The operative word for O’Connell is consistency.

“The database promotes consistency and how we communicate assessment data for a defined window of time,” she says. “Having a starting point with the ability to speak the same language allows for accurate outcome reporting. Once this data is consistently being assessed and entered, the analytical possibilities are endless and exciting.”

She quickly adds that raw data alone paints an incomplete picture and does not reveal whether a provider is delivering good care.

Clinical decision support will likely improve as well, says Alwan.

“Sharing this data electronically in a standardized format with a hospital or a physician, either in a transition of care or shared care situation, means the receiving clinician has a better understanding of the patient’s functional and cognitive abilities, reduces the burden of unnecessarily repeating these assessments, and can consider and incorporate these factors in the treatment and subsequent care plan, which leads to better outcomes and reduces costs,” he adds.

More efficient workflow

CMS has stated how the DEL supports the agency’s “Patients Over Paperwork” initiative aimed at reducing administrative burden on providers so they can focus on patients. Experts see significant efficiencies in workflow as a result.

The easy-to-access library is searchable library with built-in reports, according to Jane Belt, MS, RN, RAC-MT, QCP, curriculum development specialist for the American Association of Nurse Assessment Coordination.
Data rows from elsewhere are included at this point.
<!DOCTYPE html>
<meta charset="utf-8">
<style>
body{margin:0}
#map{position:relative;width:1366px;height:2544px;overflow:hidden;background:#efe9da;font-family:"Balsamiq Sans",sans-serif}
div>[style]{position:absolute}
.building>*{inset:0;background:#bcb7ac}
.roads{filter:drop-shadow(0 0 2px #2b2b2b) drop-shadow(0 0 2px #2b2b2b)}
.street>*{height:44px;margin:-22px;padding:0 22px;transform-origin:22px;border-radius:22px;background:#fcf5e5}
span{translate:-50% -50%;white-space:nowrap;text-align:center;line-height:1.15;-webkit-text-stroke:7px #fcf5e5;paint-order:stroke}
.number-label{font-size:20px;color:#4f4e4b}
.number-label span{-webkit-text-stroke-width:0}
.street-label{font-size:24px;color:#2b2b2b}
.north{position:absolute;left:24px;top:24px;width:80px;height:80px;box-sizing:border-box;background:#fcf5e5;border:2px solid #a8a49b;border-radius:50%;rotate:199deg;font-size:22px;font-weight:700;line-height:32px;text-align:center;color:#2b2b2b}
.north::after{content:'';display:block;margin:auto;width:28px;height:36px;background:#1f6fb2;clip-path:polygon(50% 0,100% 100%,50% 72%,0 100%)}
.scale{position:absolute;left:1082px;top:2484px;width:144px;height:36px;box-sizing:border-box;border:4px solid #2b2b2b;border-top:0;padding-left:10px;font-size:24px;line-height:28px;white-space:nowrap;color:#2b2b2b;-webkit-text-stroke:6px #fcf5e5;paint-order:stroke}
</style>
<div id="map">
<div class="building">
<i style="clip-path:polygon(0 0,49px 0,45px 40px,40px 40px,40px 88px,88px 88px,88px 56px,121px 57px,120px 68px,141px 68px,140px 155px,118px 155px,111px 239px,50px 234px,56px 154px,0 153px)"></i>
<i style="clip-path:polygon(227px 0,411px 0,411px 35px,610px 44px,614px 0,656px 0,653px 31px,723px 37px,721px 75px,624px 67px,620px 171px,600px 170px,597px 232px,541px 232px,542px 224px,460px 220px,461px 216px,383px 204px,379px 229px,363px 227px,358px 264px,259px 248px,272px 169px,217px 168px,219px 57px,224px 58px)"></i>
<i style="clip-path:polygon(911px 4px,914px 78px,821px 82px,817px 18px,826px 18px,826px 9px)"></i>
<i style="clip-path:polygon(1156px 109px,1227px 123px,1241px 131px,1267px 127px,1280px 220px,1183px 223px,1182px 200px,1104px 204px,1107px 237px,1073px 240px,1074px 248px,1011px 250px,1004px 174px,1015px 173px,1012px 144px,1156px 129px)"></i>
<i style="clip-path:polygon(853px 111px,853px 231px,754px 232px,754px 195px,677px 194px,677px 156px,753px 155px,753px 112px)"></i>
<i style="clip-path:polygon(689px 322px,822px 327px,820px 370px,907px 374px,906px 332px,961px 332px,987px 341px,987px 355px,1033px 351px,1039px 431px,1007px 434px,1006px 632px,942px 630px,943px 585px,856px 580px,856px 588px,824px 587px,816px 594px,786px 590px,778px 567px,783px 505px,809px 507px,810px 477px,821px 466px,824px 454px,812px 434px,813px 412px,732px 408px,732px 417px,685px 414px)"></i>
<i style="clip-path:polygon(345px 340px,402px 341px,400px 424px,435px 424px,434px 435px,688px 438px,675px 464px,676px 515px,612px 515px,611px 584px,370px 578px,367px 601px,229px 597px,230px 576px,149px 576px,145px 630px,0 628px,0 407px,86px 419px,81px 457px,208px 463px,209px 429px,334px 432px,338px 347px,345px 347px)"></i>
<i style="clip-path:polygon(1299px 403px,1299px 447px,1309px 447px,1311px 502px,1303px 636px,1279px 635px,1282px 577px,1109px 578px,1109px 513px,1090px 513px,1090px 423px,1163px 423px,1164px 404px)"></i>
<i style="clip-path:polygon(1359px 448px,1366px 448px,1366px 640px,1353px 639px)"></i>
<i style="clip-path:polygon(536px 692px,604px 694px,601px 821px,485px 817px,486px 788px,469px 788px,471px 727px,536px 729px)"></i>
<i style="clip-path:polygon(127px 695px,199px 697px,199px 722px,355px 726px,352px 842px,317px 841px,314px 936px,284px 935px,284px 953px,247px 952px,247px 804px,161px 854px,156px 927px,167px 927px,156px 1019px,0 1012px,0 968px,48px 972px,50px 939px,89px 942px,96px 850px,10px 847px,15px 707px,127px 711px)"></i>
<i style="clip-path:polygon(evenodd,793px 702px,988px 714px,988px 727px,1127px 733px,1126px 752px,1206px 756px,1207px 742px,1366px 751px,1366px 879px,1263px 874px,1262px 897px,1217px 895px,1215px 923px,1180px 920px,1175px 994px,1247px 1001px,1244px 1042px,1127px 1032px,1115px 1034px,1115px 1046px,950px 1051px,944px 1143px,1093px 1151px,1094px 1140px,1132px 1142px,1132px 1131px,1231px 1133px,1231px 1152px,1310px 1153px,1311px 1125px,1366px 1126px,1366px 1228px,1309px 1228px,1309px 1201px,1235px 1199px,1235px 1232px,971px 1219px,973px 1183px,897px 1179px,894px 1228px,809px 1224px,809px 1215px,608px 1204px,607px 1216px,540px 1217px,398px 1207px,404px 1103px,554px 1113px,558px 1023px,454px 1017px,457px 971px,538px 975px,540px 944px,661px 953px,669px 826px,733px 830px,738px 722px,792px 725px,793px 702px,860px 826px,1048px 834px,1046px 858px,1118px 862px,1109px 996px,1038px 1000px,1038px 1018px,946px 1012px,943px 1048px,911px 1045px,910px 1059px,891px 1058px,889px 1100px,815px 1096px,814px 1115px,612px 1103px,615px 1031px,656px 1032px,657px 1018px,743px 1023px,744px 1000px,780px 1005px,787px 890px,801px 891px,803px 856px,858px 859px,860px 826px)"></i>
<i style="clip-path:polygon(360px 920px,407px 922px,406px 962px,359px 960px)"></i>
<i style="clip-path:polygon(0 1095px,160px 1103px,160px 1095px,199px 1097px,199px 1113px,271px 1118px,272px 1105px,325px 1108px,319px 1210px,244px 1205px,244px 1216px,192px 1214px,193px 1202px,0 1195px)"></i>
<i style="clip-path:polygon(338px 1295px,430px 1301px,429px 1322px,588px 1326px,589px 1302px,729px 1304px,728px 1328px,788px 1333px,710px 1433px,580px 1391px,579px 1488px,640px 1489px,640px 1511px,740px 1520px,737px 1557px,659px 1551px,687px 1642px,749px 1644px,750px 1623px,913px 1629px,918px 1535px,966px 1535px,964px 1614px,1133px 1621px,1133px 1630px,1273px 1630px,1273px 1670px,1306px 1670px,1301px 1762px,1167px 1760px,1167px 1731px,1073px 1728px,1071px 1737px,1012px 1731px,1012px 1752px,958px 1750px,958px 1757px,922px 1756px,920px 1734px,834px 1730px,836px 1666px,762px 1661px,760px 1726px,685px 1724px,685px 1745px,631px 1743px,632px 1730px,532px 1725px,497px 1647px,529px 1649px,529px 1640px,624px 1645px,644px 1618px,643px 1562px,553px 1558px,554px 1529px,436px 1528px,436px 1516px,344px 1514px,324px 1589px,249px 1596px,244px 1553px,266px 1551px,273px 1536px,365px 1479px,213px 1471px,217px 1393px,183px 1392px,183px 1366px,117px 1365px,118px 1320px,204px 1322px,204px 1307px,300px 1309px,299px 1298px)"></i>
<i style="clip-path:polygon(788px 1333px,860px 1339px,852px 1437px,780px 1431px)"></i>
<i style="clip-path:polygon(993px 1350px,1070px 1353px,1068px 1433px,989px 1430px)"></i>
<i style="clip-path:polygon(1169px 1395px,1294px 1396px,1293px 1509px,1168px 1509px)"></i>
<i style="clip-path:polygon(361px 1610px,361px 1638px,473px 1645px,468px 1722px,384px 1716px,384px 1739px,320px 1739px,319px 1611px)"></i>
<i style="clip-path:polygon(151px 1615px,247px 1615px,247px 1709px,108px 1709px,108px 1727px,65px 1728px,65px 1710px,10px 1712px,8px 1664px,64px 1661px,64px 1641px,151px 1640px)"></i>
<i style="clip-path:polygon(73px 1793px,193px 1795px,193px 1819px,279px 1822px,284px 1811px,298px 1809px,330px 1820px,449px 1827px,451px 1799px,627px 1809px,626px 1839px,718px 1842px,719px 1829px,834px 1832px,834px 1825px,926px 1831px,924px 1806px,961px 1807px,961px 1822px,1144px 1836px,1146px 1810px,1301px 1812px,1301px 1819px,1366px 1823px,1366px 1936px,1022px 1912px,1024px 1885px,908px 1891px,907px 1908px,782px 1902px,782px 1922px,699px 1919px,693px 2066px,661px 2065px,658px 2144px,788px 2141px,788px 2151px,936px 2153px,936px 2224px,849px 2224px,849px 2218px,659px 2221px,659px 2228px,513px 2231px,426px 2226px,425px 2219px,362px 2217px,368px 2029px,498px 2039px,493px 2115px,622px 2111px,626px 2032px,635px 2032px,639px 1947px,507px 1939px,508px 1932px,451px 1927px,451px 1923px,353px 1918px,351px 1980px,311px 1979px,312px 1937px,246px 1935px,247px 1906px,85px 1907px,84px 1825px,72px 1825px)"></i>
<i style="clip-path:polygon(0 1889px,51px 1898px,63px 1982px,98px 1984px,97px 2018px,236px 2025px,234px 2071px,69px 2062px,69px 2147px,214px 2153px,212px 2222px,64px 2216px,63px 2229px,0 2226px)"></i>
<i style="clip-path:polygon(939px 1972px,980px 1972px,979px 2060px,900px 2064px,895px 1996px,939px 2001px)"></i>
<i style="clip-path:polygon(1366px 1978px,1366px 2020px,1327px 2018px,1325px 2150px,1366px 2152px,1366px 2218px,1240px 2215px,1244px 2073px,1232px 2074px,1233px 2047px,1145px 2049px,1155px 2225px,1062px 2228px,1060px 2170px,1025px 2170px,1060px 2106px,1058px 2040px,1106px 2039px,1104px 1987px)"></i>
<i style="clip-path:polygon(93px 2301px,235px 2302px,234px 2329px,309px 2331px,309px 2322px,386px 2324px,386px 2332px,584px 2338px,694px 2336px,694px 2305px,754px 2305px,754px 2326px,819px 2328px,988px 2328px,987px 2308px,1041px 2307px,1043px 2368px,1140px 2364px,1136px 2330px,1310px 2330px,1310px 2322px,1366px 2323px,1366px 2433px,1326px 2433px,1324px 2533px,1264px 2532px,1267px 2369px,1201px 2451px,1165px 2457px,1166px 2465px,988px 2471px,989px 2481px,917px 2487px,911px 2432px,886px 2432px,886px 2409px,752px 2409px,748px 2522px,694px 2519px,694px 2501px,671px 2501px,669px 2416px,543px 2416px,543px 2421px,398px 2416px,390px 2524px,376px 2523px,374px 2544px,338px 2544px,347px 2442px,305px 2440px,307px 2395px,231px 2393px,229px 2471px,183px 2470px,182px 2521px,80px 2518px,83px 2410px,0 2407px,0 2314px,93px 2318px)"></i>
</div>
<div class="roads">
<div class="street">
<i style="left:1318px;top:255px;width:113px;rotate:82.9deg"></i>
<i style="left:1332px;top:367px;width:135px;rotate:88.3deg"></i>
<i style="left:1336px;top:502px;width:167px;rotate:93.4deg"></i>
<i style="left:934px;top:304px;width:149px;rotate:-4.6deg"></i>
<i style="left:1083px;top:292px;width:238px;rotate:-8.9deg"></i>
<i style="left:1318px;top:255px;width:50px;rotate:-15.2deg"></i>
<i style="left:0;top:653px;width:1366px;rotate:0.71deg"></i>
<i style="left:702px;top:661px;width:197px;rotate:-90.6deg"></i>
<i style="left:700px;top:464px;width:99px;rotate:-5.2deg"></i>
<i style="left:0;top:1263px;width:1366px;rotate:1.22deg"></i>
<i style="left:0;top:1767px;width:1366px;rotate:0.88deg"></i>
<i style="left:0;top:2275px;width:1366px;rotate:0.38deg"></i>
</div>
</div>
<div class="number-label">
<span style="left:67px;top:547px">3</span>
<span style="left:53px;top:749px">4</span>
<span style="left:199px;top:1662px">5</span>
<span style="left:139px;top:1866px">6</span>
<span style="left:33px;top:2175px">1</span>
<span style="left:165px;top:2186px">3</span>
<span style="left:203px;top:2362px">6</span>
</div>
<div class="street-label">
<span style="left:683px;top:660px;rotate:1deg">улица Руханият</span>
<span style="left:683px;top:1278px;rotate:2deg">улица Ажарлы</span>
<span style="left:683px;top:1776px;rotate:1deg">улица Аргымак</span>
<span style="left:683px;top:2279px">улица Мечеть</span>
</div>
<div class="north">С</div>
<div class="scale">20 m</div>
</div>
“A provider can compare items across settings and see the response options available for each item,” she adds. “At present, the reports can provide information to the provider, but the greatest advantage at the present probably is for the software vendors who can use the library to create reports for a particular user request.”

Optimism and speed bumps

With fall around the corner and a few months of discovery having passed since the DEL June announcement, there are a lot of items on experts’ wish lists.

Larry Garber, M.D., medical director for informatics at Reliant Medical Group, noted in a recent presentation for MLN Connects, a weekly CMS newsletter, that the agency already is looking into “future use cases” such as hospital-to-SNF, SNF-to-home health, home health-to-PCP, and PAC-to-ACO.

Until and if SNFs’ primary referral partners — hospitals — are required to collect the data DEL needs, O’Connell predicts low overall adoption. But there’s still hope.

“The demand from the industry will drive any change,” she says. “With all change, there are early adopters leading the way for the rest of the industry. Based on that trend, this can become a routine exchange, or no exchange at all.”